> [WHAT YOU NEED TO DO]: In the entries that follow, find every line containing "built" and copy it.

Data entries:
╔══

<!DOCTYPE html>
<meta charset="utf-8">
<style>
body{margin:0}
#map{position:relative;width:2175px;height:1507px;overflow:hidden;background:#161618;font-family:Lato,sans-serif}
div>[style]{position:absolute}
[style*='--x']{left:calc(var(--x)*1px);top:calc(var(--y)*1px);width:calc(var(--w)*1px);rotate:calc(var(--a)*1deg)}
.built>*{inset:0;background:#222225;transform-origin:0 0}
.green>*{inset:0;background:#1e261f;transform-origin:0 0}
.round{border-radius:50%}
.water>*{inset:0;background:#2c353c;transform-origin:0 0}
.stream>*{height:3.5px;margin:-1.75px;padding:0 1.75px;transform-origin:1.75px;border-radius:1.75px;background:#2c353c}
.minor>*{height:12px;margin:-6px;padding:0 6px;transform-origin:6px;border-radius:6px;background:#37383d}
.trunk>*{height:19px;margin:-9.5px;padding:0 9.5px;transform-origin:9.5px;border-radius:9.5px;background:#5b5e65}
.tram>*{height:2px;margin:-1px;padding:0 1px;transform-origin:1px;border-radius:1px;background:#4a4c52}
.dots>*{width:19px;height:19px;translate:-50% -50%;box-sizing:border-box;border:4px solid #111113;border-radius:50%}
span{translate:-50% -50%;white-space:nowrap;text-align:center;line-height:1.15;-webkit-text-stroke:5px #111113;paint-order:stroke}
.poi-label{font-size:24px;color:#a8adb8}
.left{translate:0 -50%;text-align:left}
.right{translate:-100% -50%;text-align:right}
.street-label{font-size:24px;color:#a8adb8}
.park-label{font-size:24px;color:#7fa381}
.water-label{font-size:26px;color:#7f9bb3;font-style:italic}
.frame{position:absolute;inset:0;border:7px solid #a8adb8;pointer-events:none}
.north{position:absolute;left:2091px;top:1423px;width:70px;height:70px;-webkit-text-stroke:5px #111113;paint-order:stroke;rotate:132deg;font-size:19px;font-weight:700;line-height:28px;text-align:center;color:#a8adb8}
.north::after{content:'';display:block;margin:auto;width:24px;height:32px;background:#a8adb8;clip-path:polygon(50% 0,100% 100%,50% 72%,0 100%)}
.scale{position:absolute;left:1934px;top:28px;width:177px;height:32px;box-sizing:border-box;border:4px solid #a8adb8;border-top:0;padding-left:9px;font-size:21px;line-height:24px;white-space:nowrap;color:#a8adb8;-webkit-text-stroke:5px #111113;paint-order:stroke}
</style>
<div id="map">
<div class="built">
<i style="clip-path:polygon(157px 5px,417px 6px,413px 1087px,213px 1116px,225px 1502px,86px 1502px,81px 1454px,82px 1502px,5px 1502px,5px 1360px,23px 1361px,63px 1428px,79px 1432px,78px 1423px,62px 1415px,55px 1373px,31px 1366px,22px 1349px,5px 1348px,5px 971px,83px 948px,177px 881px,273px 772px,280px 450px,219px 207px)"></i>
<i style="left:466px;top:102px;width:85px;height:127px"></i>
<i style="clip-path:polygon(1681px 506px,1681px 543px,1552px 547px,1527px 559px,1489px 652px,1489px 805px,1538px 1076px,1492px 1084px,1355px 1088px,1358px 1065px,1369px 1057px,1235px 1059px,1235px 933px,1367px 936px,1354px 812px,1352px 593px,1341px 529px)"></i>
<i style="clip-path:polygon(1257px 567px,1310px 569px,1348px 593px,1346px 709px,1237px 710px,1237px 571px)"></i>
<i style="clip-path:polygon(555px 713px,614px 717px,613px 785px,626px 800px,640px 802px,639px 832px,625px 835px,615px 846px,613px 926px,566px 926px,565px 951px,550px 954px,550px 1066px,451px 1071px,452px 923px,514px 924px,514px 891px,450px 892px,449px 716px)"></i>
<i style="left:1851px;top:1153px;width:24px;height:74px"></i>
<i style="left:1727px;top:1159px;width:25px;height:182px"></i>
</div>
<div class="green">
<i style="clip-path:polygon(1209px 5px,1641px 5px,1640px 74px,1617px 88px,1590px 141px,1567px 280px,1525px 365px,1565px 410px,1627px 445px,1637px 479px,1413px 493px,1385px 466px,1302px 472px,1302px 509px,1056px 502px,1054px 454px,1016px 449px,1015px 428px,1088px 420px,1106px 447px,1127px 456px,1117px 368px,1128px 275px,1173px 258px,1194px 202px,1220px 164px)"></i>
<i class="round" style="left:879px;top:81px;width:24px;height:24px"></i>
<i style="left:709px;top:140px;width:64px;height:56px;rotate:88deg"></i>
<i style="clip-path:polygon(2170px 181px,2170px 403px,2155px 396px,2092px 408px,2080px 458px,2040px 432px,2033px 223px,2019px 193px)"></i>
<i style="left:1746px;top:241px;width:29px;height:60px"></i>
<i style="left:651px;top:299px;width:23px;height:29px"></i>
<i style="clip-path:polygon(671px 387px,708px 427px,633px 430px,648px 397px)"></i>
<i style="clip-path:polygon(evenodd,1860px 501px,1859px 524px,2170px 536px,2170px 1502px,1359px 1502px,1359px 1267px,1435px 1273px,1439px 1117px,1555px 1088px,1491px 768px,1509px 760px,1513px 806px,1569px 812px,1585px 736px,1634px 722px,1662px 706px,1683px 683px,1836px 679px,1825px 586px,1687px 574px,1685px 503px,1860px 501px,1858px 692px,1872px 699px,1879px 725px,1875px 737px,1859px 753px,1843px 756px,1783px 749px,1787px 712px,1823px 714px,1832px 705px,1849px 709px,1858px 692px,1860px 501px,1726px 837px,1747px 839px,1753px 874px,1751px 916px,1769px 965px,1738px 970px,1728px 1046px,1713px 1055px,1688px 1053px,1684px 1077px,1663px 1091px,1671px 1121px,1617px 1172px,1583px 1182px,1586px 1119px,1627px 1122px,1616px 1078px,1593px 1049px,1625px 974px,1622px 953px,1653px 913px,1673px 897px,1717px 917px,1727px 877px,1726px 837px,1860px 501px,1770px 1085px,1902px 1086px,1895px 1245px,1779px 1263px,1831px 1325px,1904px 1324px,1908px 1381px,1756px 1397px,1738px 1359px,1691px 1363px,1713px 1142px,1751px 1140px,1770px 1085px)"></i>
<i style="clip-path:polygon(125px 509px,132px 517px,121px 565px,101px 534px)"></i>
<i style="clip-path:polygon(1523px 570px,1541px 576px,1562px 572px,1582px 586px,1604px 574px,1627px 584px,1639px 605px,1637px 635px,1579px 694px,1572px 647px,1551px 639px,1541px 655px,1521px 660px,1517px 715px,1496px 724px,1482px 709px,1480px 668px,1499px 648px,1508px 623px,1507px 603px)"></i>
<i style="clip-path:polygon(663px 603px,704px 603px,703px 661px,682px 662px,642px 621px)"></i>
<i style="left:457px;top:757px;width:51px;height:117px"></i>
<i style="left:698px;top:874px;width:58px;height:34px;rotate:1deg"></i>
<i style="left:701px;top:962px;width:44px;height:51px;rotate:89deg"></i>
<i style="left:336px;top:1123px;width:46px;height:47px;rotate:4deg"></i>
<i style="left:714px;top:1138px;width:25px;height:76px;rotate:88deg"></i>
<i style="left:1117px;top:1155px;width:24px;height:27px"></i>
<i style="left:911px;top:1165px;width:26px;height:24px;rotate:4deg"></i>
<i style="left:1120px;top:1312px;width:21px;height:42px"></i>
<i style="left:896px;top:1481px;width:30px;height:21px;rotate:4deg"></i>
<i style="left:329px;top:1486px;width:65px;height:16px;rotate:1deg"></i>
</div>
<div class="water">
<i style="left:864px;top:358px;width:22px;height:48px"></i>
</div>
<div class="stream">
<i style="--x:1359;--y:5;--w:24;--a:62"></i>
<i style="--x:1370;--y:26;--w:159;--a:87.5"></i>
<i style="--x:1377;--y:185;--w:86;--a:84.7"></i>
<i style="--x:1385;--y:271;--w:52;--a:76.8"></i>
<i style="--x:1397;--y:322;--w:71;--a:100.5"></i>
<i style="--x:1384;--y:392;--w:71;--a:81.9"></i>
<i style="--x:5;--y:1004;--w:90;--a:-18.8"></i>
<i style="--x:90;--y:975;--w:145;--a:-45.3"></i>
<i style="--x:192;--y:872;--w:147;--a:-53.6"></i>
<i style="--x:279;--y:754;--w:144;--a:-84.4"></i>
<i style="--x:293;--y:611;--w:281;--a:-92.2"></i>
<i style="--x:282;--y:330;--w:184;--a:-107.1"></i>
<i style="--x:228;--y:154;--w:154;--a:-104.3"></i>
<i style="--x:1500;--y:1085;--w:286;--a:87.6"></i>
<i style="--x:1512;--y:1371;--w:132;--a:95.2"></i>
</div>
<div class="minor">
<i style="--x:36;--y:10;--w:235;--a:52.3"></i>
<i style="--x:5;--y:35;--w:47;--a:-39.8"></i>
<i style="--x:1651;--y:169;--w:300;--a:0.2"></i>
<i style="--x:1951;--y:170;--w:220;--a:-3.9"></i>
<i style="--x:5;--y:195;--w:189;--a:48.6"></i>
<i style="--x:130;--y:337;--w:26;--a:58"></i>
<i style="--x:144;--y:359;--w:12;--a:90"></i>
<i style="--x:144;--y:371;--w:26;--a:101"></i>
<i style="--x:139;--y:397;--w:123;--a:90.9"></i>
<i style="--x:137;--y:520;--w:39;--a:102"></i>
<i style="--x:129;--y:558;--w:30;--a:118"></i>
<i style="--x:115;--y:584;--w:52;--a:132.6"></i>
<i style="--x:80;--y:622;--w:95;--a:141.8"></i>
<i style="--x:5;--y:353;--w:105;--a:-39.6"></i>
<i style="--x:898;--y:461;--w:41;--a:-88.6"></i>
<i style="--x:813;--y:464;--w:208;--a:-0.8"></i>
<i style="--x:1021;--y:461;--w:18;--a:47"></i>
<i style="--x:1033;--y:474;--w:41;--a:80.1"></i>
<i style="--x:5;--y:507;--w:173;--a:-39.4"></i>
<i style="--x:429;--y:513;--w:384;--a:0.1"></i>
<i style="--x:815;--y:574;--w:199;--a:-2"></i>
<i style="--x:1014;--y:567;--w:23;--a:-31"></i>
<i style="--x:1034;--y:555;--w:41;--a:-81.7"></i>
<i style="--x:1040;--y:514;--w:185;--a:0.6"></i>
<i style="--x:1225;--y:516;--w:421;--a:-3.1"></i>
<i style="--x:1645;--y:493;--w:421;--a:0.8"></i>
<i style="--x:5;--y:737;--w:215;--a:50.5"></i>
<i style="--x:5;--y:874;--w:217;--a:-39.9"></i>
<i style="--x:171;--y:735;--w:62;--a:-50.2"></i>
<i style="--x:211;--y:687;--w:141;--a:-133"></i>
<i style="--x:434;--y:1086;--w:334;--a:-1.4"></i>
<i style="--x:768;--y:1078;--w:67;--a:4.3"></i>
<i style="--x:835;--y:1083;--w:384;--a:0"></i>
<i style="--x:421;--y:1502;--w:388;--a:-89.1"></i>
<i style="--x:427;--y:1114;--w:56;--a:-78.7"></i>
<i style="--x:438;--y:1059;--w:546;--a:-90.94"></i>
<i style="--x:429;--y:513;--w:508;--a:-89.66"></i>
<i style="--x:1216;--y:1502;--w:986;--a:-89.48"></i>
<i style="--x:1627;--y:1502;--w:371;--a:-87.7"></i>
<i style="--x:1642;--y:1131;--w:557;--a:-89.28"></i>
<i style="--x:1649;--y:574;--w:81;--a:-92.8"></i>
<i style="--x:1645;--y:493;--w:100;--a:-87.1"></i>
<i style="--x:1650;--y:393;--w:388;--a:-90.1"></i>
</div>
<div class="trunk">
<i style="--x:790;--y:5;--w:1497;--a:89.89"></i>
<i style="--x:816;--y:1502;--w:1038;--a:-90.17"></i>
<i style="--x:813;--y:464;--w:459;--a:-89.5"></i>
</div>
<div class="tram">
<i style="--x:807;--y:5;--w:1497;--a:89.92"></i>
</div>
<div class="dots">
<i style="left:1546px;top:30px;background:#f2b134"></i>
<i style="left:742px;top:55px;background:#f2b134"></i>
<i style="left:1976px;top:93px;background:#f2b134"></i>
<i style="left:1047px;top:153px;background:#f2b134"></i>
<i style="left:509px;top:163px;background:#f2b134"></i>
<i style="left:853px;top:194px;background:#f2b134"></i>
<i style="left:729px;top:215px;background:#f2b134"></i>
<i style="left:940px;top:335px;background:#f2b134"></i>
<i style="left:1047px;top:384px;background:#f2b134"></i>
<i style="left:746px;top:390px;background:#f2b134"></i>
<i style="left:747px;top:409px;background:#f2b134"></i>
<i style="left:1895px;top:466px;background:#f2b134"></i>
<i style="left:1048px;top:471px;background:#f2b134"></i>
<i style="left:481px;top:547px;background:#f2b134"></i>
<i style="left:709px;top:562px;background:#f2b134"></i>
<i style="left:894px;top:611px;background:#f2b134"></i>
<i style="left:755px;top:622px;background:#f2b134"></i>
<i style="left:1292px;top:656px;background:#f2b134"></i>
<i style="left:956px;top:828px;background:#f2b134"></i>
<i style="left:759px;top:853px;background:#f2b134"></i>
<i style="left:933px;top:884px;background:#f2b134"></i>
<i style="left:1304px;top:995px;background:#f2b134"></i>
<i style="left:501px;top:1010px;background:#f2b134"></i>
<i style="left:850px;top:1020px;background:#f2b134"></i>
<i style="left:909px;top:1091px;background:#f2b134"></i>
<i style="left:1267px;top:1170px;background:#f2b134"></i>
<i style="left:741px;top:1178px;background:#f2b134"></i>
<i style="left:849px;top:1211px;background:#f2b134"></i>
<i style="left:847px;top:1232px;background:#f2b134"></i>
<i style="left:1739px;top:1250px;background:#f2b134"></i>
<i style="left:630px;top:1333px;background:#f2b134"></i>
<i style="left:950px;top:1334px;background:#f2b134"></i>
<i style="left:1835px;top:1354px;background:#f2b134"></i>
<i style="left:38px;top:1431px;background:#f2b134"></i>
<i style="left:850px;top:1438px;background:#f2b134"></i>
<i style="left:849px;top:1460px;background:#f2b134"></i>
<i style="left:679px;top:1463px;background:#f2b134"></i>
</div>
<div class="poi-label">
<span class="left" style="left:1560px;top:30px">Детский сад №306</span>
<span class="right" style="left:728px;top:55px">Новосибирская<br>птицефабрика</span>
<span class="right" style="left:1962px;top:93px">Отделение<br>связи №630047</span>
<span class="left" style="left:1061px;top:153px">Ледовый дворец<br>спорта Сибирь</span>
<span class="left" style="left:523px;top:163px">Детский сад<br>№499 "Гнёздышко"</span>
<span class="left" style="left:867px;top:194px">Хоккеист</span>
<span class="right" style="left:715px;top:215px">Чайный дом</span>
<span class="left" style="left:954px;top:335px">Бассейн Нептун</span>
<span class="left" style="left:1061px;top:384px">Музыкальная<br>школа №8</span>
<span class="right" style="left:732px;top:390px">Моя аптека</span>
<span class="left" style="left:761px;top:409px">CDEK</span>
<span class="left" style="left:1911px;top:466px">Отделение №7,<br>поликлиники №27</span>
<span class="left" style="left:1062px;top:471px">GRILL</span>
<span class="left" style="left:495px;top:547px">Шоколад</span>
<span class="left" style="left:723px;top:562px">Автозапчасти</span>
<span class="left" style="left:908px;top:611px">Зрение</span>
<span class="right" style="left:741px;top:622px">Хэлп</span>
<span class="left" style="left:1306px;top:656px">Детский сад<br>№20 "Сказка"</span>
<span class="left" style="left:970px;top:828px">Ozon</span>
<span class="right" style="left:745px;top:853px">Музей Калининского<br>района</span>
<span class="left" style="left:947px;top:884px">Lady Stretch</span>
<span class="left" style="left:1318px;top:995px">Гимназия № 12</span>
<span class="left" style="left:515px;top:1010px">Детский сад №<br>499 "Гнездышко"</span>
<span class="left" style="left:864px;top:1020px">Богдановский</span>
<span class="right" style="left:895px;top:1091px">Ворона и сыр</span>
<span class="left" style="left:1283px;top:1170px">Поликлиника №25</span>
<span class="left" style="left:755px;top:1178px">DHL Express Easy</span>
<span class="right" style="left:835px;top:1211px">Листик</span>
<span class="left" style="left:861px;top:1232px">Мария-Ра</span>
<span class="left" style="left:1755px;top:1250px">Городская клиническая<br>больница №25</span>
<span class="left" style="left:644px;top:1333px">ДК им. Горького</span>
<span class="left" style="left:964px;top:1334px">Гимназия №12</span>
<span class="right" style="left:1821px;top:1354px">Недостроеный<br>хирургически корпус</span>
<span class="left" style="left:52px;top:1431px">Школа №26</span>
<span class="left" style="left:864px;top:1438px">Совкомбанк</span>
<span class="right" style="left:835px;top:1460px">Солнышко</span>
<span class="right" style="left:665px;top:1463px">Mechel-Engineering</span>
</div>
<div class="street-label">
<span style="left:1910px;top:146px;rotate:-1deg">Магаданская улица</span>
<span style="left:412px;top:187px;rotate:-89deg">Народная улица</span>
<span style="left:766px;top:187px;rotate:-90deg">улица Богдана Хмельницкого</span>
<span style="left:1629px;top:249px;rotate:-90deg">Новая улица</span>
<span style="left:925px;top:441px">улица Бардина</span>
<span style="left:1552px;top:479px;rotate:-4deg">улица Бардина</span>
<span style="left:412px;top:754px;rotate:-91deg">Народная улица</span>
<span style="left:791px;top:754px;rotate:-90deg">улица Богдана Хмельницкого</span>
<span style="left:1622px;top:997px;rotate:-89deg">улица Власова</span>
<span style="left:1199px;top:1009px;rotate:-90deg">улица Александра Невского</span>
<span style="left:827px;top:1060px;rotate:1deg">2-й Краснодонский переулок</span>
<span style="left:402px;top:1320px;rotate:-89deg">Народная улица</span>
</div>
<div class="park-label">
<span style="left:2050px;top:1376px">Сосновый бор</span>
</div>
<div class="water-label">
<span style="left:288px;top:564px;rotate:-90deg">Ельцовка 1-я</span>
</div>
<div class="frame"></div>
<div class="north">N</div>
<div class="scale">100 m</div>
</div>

╚══

> [TASK ANSWER]:
.built>*{inset:0;background:#222225;transform-origin:0 0}
<div class="built">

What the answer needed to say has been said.